:: What needs to be done ::
All of the entries must be reproduced exactly, with no images carried over.

:: Recorded data ::

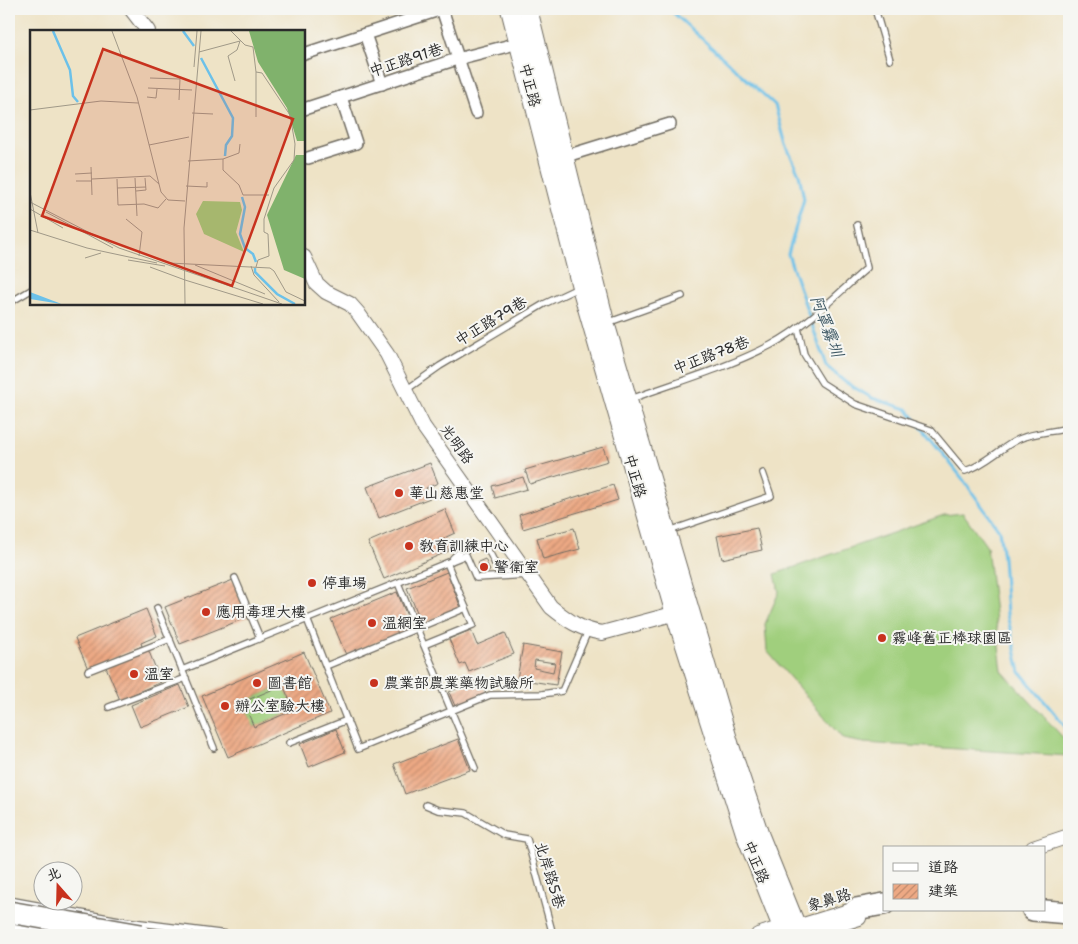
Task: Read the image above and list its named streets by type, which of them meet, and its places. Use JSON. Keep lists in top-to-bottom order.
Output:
{
  "streets": {
    "main road": ["中正路"],
    "street": ["中正路91巷", "光明路", "象鼻路"],
    "lane": ["中正路79巷", "中正路78巷", "北岸路5巷"]
  },
  "crossings": [
    ["中正路91巷", "中正路"],
    ["中正路", "中正路79巷"],
    ["中正路", "中正路78巷"],
    ["中正路", "象鼻路"],
    ["中正路79巷", "光明路"]
  ],
  "water": ["阿罩霧圳"],
  "places": [
    "華山慈惠堂",
    "教育訓練中心",
    "警衛室",
    "停車場",
    "應用毒理大樓",
    "溫網室",
    "霧峰舊正棒球園區",
    "溫室",
    "圖書館",
    "農業部農業藥物試驗所",
    "辦公室驗大樓"
  ],
  "legend": ["道路", "建築"],
  "north": "top"
}
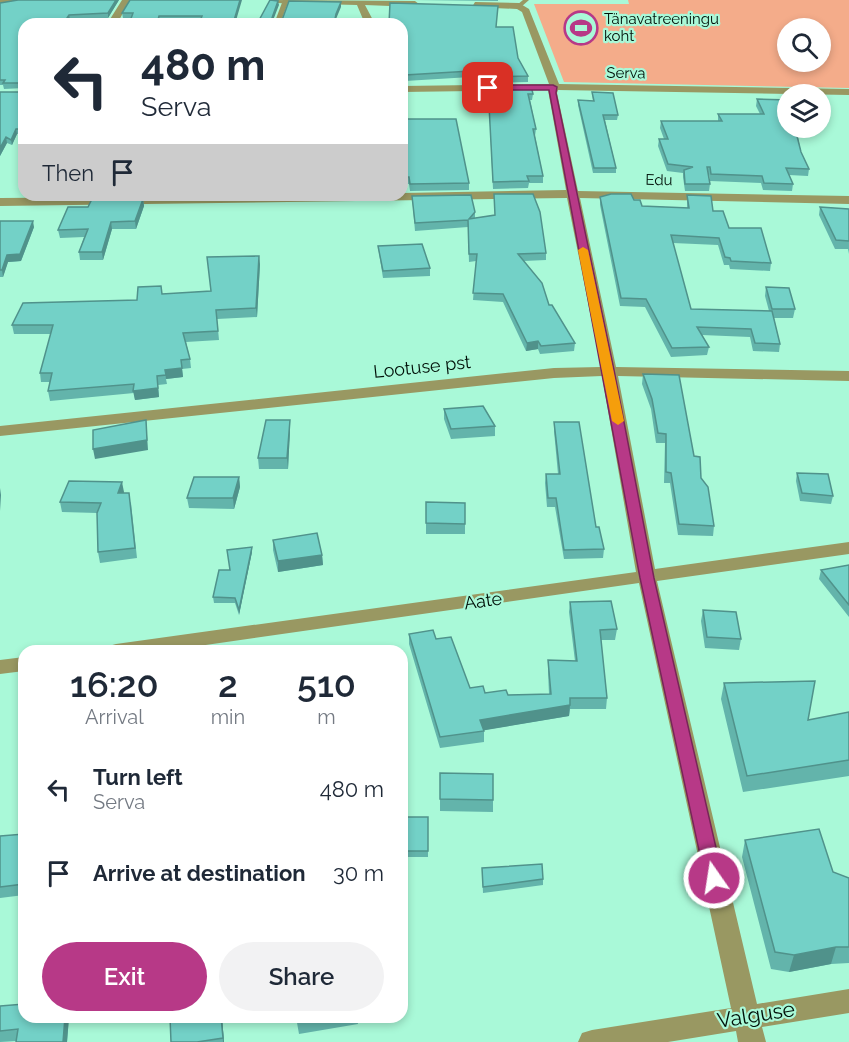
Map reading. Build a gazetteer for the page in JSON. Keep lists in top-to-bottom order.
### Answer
{
  "streets": {
    "street": [
      "Serva",
      "Edu",
      "Lootuse pst",
      "Aate",
      "Valguse"
    ]
  },
  "places": {
    "sports": ["Tänavatreeningu koht"]
  },
  "page": {
    "turn": ["480 m", "Serva"],
    "then": "Then",
    "eta": [
      "16:20",
      "Arrival",
      "2",
      "min",
      "510",
      "m"
    ],
    "list": [
      {
        "name": "Turn left",
        "note": "Serva",
        "value": "480 m"
      },
      {
        "name": "Arrive at destination",
        "value": "30 m"
      }
    ],
    "buttons": ["Exit", "Share"]
  }
}
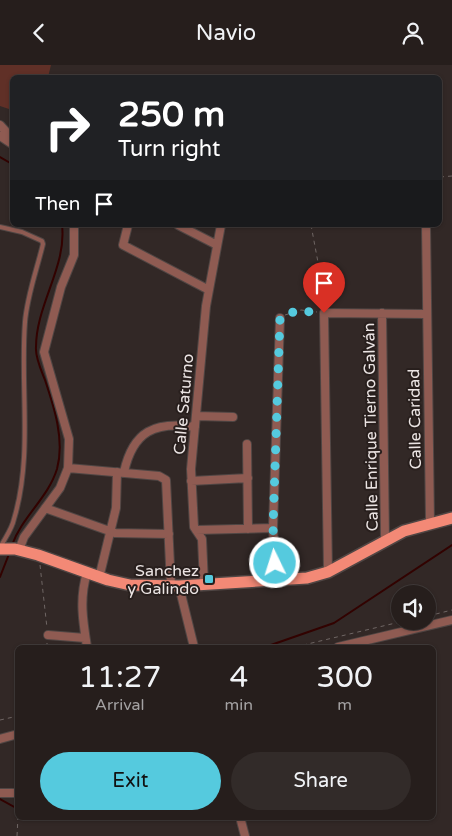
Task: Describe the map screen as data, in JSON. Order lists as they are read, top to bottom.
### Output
{
  "streets": {
    "street": ["Calle Saturno", "Calle Caridad", "Calle Enrique Tierno Galván"]
  },
  "places": {
    "transit": ["Sanchez y Galindo"]
  },
  "page": {
    "header": "Navio",
    "turn": ["250 m", "Turn right"],
    "then": "Then",
    "eta": [
      "11:27",
      "Arrival",
      "4",
      "min",
      "300",
      "m"
    ],
    "buttons": ["Exit", "Share"]
  }
}
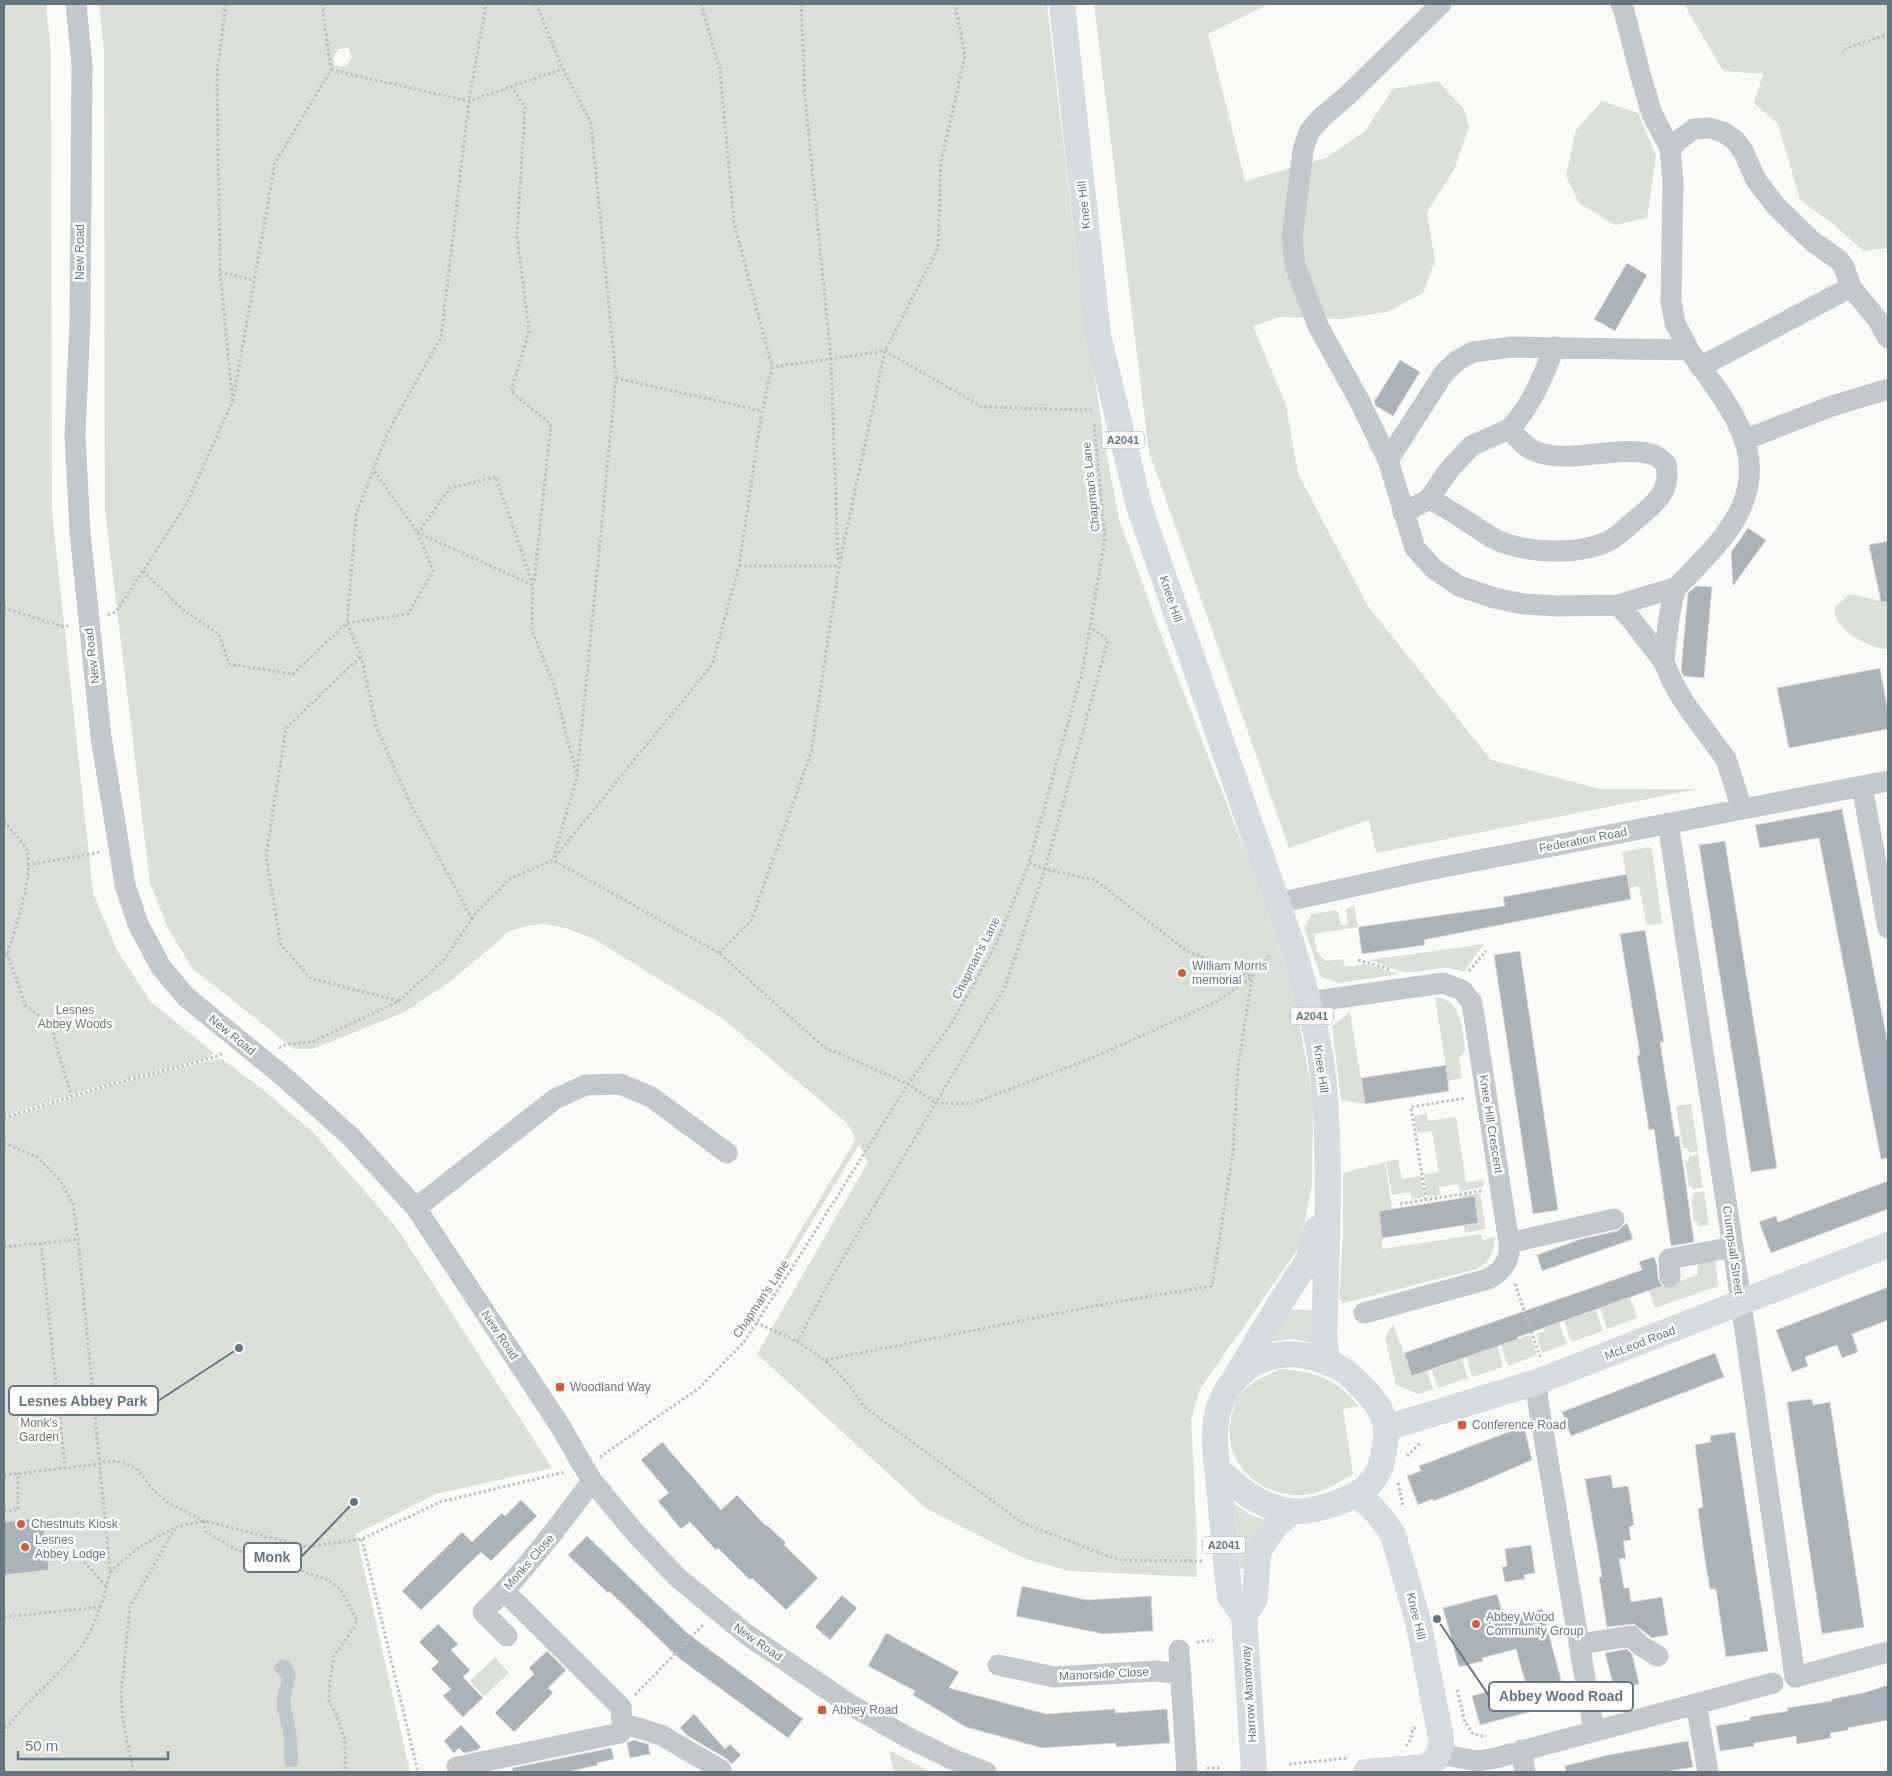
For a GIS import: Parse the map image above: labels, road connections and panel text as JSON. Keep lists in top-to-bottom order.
{
  "streets": {
    "main road": [
      "Knee Hill",
      "A2041",
      "McLeod Road",
      "Harrow Manorway"
    ],
    "street": [
      "New Road",
      "Federation Road",
      "Knee Hill Crescent",
      "Crumpsall Street",
      "Monks Close",
      "Manorside Close"
    ],
    "path": ["Chapman's Lane"]
  },
  "crossings": [
    ["Knee Hill", "A2041"],
    ["Knee Hill", "Federation Road"],
    ["Knee Hill", "McLeod Road"],
    ["New Road", "Chapman's Lane"],
    ["New Road", "Monks Close"],
    ["A2041", "McLeod Road"],
    ["A2041", "Harrow Manorway"],
    ["Chapman's Lane", "Monks Close"],
    ["Federation Road", "Crumpsall Street"],
    ["Crumpsall Street", "McLeod Road"]
  ],
  "parks": ["Lesnes Abbey Woods", "Monk's Garden"],
  "places": {
    "other": [
      "William Morris memorial",
      "Lesnes Abbey Park",
      "Monk",
      "Chestnuts Kiosk",
      "Lesnes Abbey Lodge",
      "Abbey Wood Road",
      "Abbey Wood Community Group"
    ],
    "transit": ["Woodland Way", "Conference Road", "Abbey Road"]
  },
  "scale_bar": "50 m"
}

:: Answer ::
Task: Read the image above and list its named streets by type, which of them meet, and its places. Use JSON. Keep lists in top-to-bottom order.
Output:
{
  "streets": {
    "main road": ["中正路"],
    "street": ["中正路91巷", "光明路", "象鼻路"],
    "lane": ["中正路79巷", "中正路78巷", "北岸路5巷"]
  },
  "crossings": [
    ["中正路91巷", "中正路"],
    ["中正路", "中正路79巷"],
    ["中正路", "中正路78巷"],
    ["中正路", "象鼻路"],
    ["中正路79巷", "光明路"]
  ],
  "water": ["阿罩霧圳"],
  "places": [
    "華山慈惠堂",
    "教育訓練中心",
    "警衛室",
    "停車場",
    "應用毒理大樓",
    "溫網室",
    "霧峰舊正棒球園區",
    "溫室",
    "圖書館",
    "農業部農業藥物試驗所",
    "辦公室驗大樓"
  ],
  "legend": ["道路", "建築"],
  "north": "top"
}
Map reading. Build a gazetteer for the page in JSON. Keep lists in top-to-bottom order.
### Answer
{
  "streets": {
    "street": [
      "Serva",
      "Edu",
      "Lootuse pst",
      "Aate",
      "Valguse"
    ]
  },
  "places": {
    "sports": ["Tänavatreeningu koht"]
  },
  "page": {
    "turn": ["480 m", "Serva"],
    "then": "Then",
    "eta": [
      "16:20",
      "Arrival",
      "2",
      "min",
      "510",
      "m"
    ],
    "list": [
      {
        "name": "Turn left",
        "note": "Serva",
        "value": "480 m"
      },
      {
        "name": "Arrive at destination",
        "value": "30 m"
      }
    ],
    "buttons": ["Exit", "Share"]
  }
}
Task: Describe the map screen as data, in JSON. Order lists as they are read, top to bottom.
### Output
{
  "streets": {
    "street": ["Calle Saturno", "Calle Caridad", "Calle Enrique Tierno Galván"]
  },
  "places": {
    "transit": ["Sanchez y Galindo"]
  },
  "page": {
    "header": "Navio",
    "turn": ["250 m", "Turn right"],
    "then": "Then",
    "eta": [
      "11:27",
      "Arrival",
      "4",
      "min",
      "300",
      "m"
    ],
    "buttons": ["Exit", "Share"]
  }
}
For a GIS import: Parse the map image above: labels, road connections and panel text as JSON. Keep lists in top-to-bottom order.
{
  "streets": {
    "main road": [
      "Knee Hill",
      "A2041",
      "McLeod Road",
      "Harrow Manorway"
    ],
    "street": [
      "New Road",
      "Federation Road",
      "Knee Hill Crescent",
      "Crumpsall Street",
      "Monks Close",
      "Manorside Close"
    ],
    "path": ["Chapman's Lane"]
  },
  "crossings": [
    ["Knee Hill", "A2041"],
    ["Knee Hill", "Federation Road"],
    ["Knee Hill", "McLeod Road"],
    ["New Road", "Chapman's Lane"],
    ["New Road", "Monks Close"],
    ["A2041", "McLeod Road"],
    ["A2041", "Harrow Manorway"],
    ["Chapman's Lane", "Monks Close"],
    ["Federation Road", "Crumpsall Street"],
    ["Crumpsall Street", "McLeod Road"]
  ],
  "parks": ["Lesnes Abbey Woods", "Monk's Garden"],
  "places": {
    "other": [
      "William Morris memorial",
      "Lesnes Abbey Park",
      "Monk",
      "Chestnuts Kiosk",
      "Lesnes Abbey Lodge",
      "Abbey Wood Road",
      "Abbey Wood Community Group"
    ],
    "transit": ["Woodland Way", "Conference Road", "Abbey Road"]
  },
  "scale_bar": "50 m"
}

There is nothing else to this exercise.